Si le numérique ne peut être désigné comme l’unique responsable de la baisse de lecture ces dernières années, il est en revanche indéniable que les technologies modifient également notre façon de lire. Dans les différentes enquêtes sur les adolescents et leurs pratiques lectorales, un aspect est encore trop souvent omis : la lecture numérique. Nous savons qu’il est aujourd’hui possible de lire sur différents supports, dont l’usage est de plus en plus répandu. Children, Teens and Reading, une enquête menée par Common Sense Media en 2014, tient compte de cette variable. Parmi les jeunes de 16-17 ans ayant lu un livre dans l’année, 28% l’ont lu en format numérique. Nous observons en outre qu’1 jeune sur 5 déclare lire davantage pour le plaisir depuis qu’il a la possibilité de le faire sur une tablette. Sachant que les jeunes sont de plus en plus équipés, c’est une pratique qui tendra sans doute à s’intensifier, les lecteurs étant de plus en plus transmédiatiques[12]. D’autres dispositifs numériques se basant sur la lecture nous laissent entendre que ces deux champs sont plus complémentaires qu’on ne le pense. Les sites d’écriture en ligne en sont un exemple, notamment la plateforme Wattpad. Si la qualité des textes de ces adolescents est discutable[13], cette pratique a en tout cas le mérite de désacraliser l’écrit, encourageant ainsi les jeunes à prendre la plume électronique. Le booktubing, dont le contenu reste fondamentalement littéraire en dépit du canal utilisé, en est un autre exemple. En somme, l’interaction entre lecture et numérique semble être bénéfique et ouvre de nouvelles perspectives. Il conviendrait ainsi de prendre en compte les différentes façons de lire et de s’adapter à l’époque dans laquelle ces jeunes évoluent, en tirant profit du potentiel que présentent les nouveaux outils dont nous disposons aujourd’hui.

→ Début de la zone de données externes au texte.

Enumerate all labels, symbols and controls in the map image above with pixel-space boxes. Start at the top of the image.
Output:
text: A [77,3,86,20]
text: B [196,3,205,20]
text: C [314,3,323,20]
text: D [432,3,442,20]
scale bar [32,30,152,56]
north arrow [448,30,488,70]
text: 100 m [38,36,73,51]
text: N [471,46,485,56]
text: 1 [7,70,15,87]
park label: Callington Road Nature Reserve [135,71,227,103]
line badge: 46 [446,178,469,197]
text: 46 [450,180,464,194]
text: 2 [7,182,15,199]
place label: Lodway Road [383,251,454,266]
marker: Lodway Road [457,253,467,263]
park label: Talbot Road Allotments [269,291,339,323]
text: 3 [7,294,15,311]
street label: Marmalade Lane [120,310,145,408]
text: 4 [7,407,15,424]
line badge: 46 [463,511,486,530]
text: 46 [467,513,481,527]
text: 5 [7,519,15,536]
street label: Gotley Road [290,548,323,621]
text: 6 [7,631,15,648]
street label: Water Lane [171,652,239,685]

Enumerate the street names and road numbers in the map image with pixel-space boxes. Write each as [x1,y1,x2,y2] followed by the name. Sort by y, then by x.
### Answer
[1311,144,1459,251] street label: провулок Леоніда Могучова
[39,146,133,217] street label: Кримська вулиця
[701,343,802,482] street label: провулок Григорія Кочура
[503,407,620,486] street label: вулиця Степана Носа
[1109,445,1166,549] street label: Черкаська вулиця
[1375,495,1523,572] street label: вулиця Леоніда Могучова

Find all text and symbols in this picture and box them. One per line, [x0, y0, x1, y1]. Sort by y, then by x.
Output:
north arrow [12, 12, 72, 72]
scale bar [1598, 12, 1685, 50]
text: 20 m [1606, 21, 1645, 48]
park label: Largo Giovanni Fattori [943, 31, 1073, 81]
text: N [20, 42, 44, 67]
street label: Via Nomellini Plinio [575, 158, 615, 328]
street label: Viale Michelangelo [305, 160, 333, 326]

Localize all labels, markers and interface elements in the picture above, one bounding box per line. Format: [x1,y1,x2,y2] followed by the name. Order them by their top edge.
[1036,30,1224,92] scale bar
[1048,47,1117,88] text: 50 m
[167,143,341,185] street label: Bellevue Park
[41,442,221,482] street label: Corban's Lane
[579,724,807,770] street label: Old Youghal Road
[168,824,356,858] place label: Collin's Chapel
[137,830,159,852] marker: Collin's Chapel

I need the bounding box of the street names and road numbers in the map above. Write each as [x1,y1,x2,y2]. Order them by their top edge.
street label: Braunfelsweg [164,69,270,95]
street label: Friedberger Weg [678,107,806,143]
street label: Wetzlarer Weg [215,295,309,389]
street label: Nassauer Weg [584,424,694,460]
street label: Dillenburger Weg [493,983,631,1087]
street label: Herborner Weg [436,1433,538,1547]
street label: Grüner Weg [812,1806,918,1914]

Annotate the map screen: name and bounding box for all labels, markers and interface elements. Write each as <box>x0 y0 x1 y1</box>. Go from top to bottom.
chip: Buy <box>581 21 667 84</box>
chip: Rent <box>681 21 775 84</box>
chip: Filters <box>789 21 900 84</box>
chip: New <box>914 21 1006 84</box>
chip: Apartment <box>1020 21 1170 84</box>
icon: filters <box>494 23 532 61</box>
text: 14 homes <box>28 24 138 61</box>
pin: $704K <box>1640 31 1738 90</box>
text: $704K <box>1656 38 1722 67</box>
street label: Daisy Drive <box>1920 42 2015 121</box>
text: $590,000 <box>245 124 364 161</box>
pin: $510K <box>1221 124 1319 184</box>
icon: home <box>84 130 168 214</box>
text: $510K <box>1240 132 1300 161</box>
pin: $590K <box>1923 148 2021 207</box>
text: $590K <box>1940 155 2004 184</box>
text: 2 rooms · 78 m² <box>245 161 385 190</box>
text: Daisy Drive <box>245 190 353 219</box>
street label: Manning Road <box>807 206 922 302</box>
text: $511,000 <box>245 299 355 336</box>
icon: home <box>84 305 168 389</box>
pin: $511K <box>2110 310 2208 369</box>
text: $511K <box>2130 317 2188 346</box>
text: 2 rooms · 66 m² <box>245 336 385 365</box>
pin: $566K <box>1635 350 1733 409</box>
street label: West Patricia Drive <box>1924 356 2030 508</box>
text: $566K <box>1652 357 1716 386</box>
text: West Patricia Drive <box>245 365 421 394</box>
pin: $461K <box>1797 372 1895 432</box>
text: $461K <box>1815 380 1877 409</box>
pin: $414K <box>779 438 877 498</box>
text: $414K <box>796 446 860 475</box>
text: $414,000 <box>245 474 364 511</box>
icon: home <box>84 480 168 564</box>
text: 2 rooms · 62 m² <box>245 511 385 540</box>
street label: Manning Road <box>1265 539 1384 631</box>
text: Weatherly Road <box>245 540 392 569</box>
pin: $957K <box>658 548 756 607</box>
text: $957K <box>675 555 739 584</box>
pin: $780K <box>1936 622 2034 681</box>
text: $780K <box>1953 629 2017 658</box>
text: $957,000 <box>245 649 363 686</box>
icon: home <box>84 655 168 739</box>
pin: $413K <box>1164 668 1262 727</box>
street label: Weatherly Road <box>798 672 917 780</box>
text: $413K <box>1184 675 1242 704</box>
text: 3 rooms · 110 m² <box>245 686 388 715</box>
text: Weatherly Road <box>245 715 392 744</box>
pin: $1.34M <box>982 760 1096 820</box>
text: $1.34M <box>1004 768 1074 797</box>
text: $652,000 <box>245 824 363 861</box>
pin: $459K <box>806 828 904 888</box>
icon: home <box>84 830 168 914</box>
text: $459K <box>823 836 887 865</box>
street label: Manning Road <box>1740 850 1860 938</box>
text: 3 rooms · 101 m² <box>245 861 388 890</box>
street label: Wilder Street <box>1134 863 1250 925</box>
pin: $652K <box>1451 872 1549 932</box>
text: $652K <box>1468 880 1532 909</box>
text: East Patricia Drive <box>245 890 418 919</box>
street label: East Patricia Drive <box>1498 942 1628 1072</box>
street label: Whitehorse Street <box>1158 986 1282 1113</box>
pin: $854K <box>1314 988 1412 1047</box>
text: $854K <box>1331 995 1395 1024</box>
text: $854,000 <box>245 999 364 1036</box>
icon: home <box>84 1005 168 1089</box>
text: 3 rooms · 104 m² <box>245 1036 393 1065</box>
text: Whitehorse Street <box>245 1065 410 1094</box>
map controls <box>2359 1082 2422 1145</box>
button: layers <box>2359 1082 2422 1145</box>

Et si lire rimait avec plaisir?

La lecture peut accompagner cette période parfois tumultueuse qu’est l’adolescence, en aidant le jeune à identifier ce qu'il traverse, ou à l’inverse, à s'évader des difficultés qu’il rencontre. Si les adolescents n’ont pas le temps ou l'énergie de lire, c’est paradoxalement durant cette période de leur vie qu’ils pourraient en tirer de nombreux bénéfices. Mais si une meilleure image du livre était donnée par l’école et les parents, peut-être choisiraient-ils de lire davantage? Pour avoir envie de lire, il est important d’avoir eu dans son entourage un prescripteur qui s’est efforcé de transmettre son goût pour la lecture. Sans la présence d’une telle personne, il y a moins de chances que le jeune développe un intérêt pour les histoires. L’étude menée en 2015 pour le Centre National du livre[14] montre ainsi que 39% des français qui n’avaient pas de livres chez eux durant leur enfance lisent moins. Nous pourrions ajouter qu’il ne suffit pas de mettre des livres à disposition du jeune, il faudrait s’impliquer,  multiplier les portes d’entrée à la lecture jusqu’à ce que le jeune trouve ce qui lui convient, et exploiter la diversité des outils aujourd’hui disponibles. Il conviendrait de leur proposer des livres qui leur parlent et dans lesquels ils peuvent éventuellement se reconnaître, et ne leur transmettre que des textes que nous avons nous-mêmes aimés, afin d’y mettre toute la conviction et la passion nécessaires. On incite les adolescents à lire, sans leur expliquer en quoi cela peut leur apporter du plaisir. Pourquoi ne pas leur proposer des projets enthousiasmants, par exemple participer au jury pour un prix littéraire tel que le Prix RTS Littérature Ados, ou rencontrer des auteurs en chair et en os? Même si l’adolescence est une période particulièrement éprouvante et que la lecture n’apparaît pas comme une priorité, montrer aux jeunes les bienfaits de la lecture leur permettra plus facilement d’y être sensibilisés et d’y recourir dans le futur. L’essentiel est donc de planter la graine et de l’arroser avec constance et bienveillance, car elle pourrait bien germer plus tard.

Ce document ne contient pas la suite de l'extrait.